Smith, after hearing from his brother about the general unpleasantness of
crawling through mud with an M-1 Garand under machine gun fire, opted
instead to learn to fly at a private black school in Chicago. Almost washed
out, in fact, until he received tutelage from Willa Brown, the country’s
preeminent black aviatrix.
Smith got pretty good, real good in fact, and went to Tuskegee not as a
cadet but as a cadet instructor.
But Smith never made it overseas. He’s a big man, rangy, too large to fit in
the cockpit of the P-51 Mustang or any of the other fighter craft in service
in the ETO. So he learned to fly the B-25 Mitchell medium bomber, only took
a month to make the switch.
But it took five more months for the U.S. Army Air Force to train black men
to serve as navigators and bombardiers, Smith said. Because—of course—white
navigators and bombardiers couldn’t be expected to serve under a black
pilot.
Finally, with a compete complement, Smith and his crew were shipped to
Godman Field at Fort Knox, Ky. But the field there was too small safely to
operate the B-25, so they were re-assigned to Freeman Field in Seymour, Ind.
And there bad things happened to the Tuskegee Airmen.
“As soon as we got there, we went to the Officers Club,” Smith said. “And
the officers on base said, ‘Hold it. You can’t go in.’ I said, ‘I’m sorry,
you know. You don’t know the Army regulations. Any officer can go in any
club in the United States or its possessions.’ He said, ‘Well, I place you
under arrested quarters,’ which means go back. So this 10 went back. Then 10
more came. Then 10 more came. Well, we had 546 black officers of all stripes
in this group.”
Things got way out of hand. A colonel assembles the black officers in a
hangar and they boo him off the stage. The colonel runs to the general and
he orders a court-martial board, where 1st Lt. Quentin Smith is duly
informed that failure to obey the direct order of a commanding officer is
punishable up to and including death. “I said, ‘I’m just 190 miles from
home. And here I am in this mess.’”
In the end 101 of the 546 black officers of the Tuskegee Airmen—Smith
included—refused to comply with their commanding officer’s direct order and
were placed in the stockade at Fort Knox. Next likely stop: 20 years at
Leavenworth.
It blew over, eventually, when Thurgood Marshall and the NAACP intervened.

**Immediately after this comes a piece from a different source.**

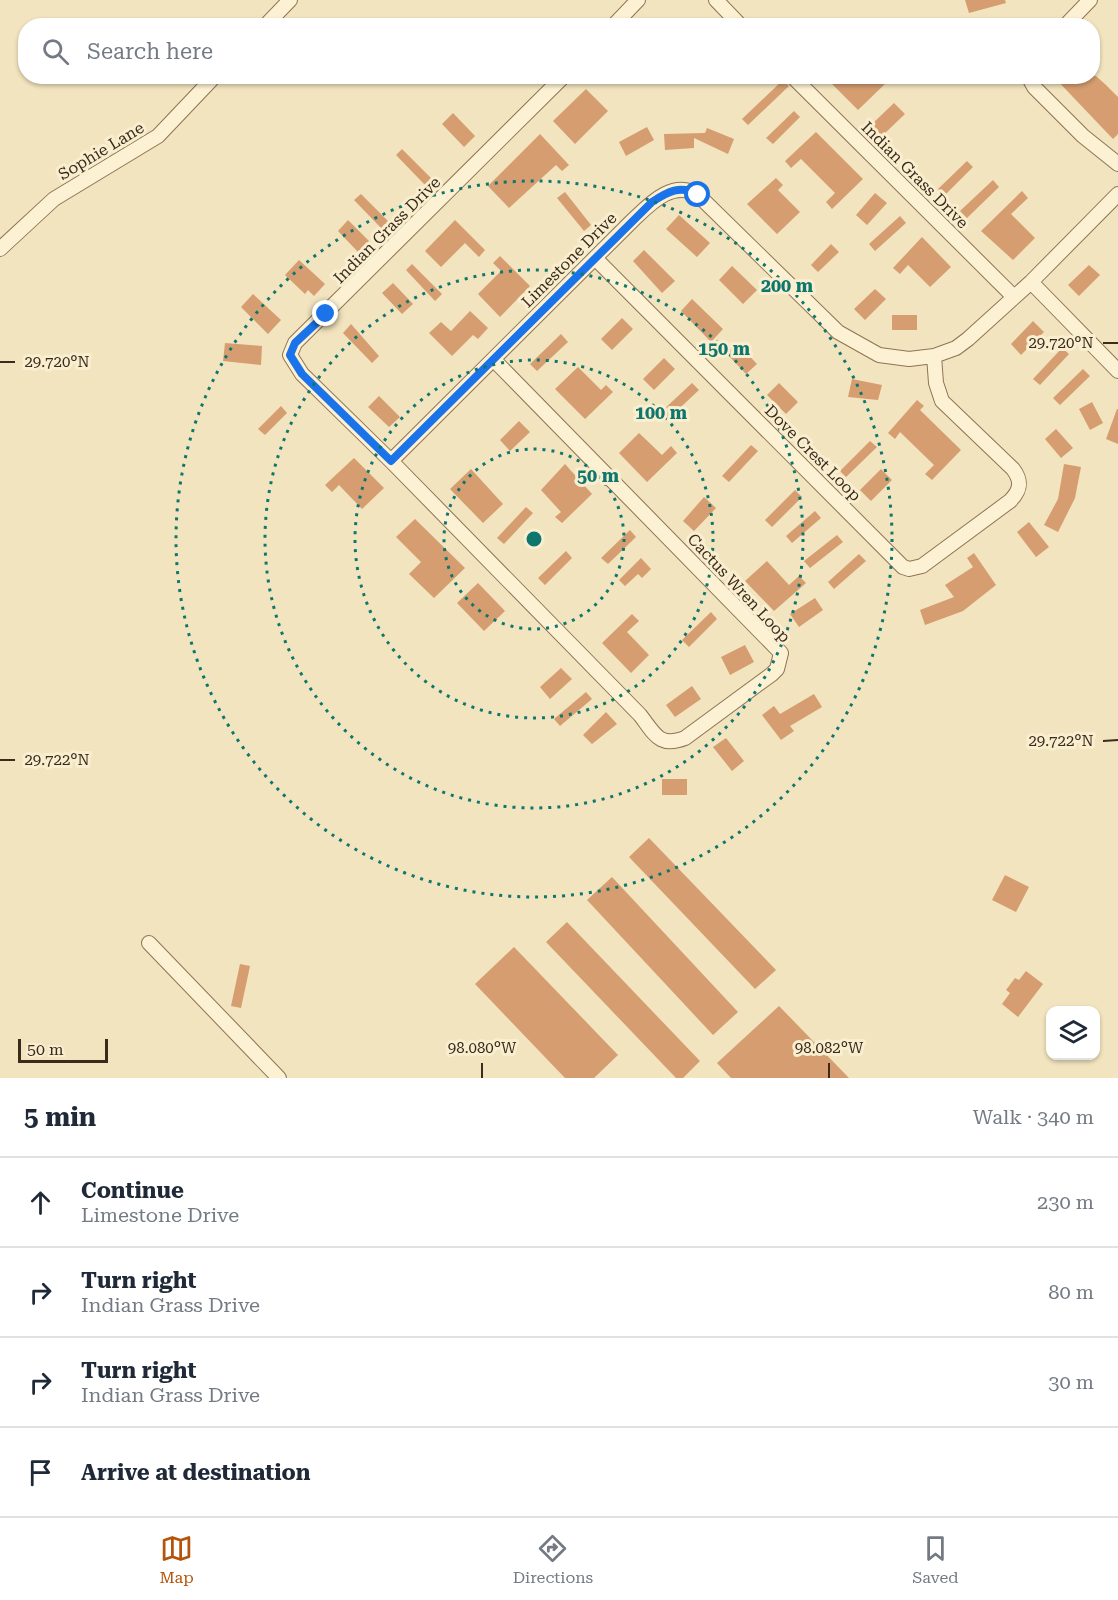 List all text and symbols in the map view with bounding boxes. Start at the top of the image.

“It got too big for the colonel. It got too big for the general. It went to
President Truman. President Truman said, ‘Turn them loose.’”
Smith left the U.S. Army Air Force with an honorable discharge. But it
wasn’t until 1995, he said, that his official military personnel record was
expunged of the derogatory reference to the Freeman Field incident.
Overseas, the Tuskegee Airmen had their own problems, Smith said. Call it a
reverse Catch-22. A pilot with five kills to his name is considered an ace.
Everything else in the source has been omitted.